それは文房具店だ。私たちが文房具を買おうとして、まず向かうのは100円ショップだろう。ペンやノートなどの筆記用品だけではない。色鉛筆や絵具、画用紙などの画材もそうだ。さらには事務用品も100均がカバーしている。ファイルやバインダー、付箋にメモ帳、ブックエンドにファイル収納ケース、伝票類。そして印鑑やスタンプ台もだ。
これらが100~300円程度ですべて買える。文房具店にあって100円ショップにないアイテムは、よほど専門性が高いものか高級ブランドの万年筆くらいではないか。大都市圏でこそ、そうしたマニア仕様のブランド品を備えた老舗文房具店が生き残っているが、地方で文房具を買うとなると100均を探すことになってしまう。
売り場の一部で文房具を扱っていた書店の数が減ってしまった影響もあるだろうが、100均と張り合って安く売り続けても、商売にならないのは明らかだ。こうして文房具店は、その役割を奪われた。
東急ハンズを追い詰めた?100均パワー
クリスマスに欠かせないギフトカードやラッピングペーパー等も、かつては文具店やバラエティ雑貨ショップで扱っていたが、こちらもすっかり100円ショップの売り場に移行した。
もともとイベント商品は100均が得意とするところで、秋のハロウィン、冬のクリスマス、年が明ければお正月、そしてバレンタインと、次々にシーズンアイテムを投入してくる。プレゼントのラッピンググッズも、ギフト用ボックスも、メッセージ入りのカードやシールも、なにもかもが100円程度でそろうのだから、他の店に足が向かないのは当然だ。

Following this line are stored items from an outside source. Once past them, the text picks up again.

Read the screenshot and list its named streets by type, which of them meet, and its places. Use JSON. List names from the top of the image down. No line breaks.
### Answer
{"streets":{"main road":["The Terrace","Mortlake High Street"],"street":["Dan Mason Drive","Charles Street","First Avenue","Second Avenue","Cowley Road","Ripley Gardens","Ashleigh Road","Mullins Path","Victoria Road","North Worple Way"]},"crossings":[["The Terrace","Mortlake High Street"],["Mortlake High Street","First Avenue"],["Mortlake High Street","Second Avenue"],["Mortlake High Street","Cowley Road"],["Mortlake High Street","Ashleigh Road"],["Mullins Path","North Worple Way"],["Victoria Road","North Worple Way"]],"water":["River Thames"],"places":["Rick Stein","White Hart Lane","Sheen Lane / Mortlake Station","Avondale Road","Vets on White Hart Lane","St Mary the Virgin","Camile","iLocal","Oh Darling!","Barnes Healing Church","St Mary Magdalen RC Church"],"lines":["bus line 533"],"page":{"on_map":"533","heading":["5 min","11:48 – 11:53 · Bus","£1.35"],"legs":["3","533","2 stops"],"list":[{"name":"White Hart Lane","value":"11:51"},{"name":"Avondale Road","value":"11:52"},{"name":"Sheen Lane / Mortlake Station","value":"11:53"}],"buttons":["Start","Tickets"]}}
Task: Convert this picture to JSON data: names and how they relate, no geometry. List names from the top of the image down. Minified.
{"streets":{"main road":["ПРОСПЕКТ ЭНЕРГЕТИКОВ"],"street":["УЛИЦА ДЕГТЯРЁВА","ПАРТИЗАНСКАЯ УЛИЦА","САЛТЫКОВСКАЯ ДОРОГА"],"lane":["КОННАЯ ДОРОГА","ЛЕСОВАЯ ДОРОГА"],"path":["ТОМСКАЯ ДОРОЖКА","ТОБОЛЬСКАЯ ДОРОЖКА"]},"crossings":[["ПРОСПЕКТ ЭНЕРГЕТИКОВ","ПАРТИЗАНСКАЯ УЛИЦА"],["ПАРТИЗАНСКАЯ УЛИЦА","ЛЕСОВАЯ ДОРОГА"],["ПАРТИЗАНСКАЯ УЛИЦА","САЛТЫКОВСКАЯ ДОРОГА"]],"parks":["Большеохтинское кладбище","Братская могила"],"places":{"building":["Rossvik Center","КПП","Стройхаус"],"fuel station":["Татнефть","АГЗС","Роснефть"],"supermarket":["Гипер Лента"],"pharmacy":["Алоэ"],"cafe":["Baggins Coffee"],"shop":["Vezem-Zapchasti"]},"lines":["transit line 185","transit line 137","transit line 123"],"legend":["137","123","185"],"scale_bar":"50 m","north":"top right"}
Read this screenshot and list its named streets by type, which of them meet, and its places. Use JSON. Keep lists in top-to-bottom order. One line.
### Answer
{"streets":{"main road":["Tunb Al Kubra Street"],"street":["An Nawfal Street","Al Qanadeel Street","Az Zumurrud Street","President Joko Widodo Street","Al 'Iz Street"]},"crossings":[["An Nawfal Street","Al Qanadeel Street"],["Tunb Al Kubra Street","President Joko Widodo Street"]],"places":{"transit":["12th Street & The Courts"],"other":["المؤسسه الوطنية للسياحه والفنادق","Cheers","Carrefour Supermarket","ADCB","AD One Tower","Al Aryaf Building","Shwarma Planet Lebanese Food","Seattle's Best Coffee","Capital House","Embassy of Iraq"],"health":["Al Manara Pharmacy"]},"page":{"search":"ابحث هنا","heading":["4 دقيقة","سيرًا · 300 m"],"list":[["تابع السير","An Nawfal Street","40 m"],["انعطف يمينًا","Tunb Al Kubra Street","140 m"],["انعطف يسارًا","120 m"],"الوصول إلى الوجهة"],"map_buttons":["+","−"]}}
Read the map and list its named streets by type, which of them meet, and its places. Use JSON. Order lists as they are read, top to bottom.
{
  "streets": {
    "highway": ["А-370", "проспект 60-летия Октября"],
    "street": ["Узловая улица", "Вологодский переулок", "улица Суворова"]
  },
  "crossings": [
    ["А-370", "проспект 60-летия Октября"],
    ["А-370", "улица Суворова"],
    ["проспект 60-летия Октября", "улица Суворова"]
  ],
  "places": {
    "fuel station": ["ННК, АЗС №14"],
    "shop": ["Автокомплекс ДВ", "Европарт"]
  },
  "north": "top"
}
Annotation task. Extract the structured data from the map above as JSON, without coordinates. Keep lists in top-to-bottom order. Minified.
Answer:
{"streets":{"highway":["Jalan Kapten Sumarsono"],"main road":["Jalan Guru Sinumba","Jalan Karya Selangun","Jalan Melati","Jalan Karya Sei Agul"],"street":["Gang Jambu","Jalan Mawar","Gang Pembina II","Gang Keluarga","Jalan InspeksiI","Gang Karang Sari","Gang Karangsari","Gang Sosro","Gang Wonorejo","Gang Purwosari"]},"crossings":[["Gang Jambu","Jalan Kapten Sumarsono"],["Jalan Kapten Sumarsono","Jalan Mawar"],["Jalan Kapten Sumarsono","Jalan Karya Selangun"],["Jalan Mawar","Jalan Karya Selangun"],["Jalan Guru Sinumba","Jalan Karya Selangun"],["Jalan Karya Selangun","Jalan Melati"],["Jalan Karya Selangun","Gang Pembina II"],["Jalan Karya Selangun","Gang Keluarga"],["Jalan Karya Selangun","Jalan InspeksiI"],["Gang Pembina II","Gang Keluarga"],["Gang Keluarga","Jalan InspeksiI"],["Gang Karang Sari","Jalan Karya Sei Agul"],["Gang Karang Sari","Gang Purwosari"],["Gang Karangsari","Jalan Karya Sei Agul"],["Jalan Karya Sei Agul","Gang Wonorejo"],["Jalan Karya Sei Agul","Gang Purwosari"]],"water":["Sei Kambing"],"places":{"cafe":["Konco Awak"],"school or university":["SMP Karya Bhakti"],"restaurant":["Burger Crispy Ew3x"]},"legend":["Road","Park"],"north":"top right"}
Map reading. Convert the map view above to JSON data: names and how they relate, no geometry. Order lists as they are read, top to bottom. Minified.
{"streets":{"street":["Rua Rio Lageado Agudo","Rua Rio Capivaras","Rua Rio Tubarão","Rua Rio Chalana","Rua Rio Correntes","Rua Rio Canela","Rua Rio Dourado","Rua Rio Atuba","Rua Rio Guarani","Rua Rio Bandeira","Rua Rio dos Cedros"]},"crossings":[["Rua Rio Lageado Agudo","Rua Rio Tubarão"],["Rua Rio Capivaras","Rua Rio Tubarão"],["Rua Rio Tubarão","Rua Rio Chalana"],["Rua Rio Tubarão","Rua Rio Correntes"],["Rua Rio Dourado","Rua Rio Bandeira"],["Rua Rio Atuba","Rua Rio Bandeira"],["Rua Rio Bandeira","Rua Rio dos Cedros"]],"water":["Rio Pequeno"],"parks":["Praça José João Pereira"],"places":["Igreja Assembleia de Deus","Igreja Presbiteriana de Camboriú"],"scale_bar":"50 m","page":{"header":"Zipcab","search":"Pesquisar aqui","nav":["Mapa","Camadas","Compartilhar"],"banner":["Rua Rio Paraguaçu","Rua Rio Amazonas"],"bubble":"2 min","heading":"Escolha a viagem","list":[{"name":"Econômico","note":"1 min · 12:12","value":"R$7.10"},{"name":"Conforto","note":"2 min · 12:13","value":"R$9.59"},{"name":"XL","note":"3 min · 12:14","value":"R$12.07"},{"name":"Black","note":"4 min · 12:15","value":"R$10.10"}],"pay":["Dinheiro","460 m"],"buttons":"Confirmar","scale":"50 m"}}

かつてその店に行けば何でもそろう、と言われたのは、東急ハンズ(現ハンズ)だった。クリスマスシーズンには、それこそツリーにオーナメント、クリスマスギフト用のカードやラッピング用品、パーティグッズなど、あらゆるものを渋谷のハンズで買ったものだ。
しかし、今ではすべてが100均で買える。東急ハンズが売上低迷に苦しみ、ブランドとしての魅力も色あせていき、とうとうカインズ傘下となった背景には、100均こそが「なんでもそろう、ワクワク感を与えてくれる場所」となって、そのお株を奪ったのが一因――とは言いすぎか。
カインズの名が出たところで、ホームセンター業界に及ぼす100円ショップの影響も考えてみたい。
ホームセンターが扱うDIY用品、園芸用品、ペット用品なども、100均のコーナーにある。とはいえ、100円ショップにあるものは分量が少なく、種類も限られている。しかし、それがデメリットとも言い切れない。初心者がお試しでトライしたいと考えたときには、ホムセンではなく100円ショップに向かうであろうからだ。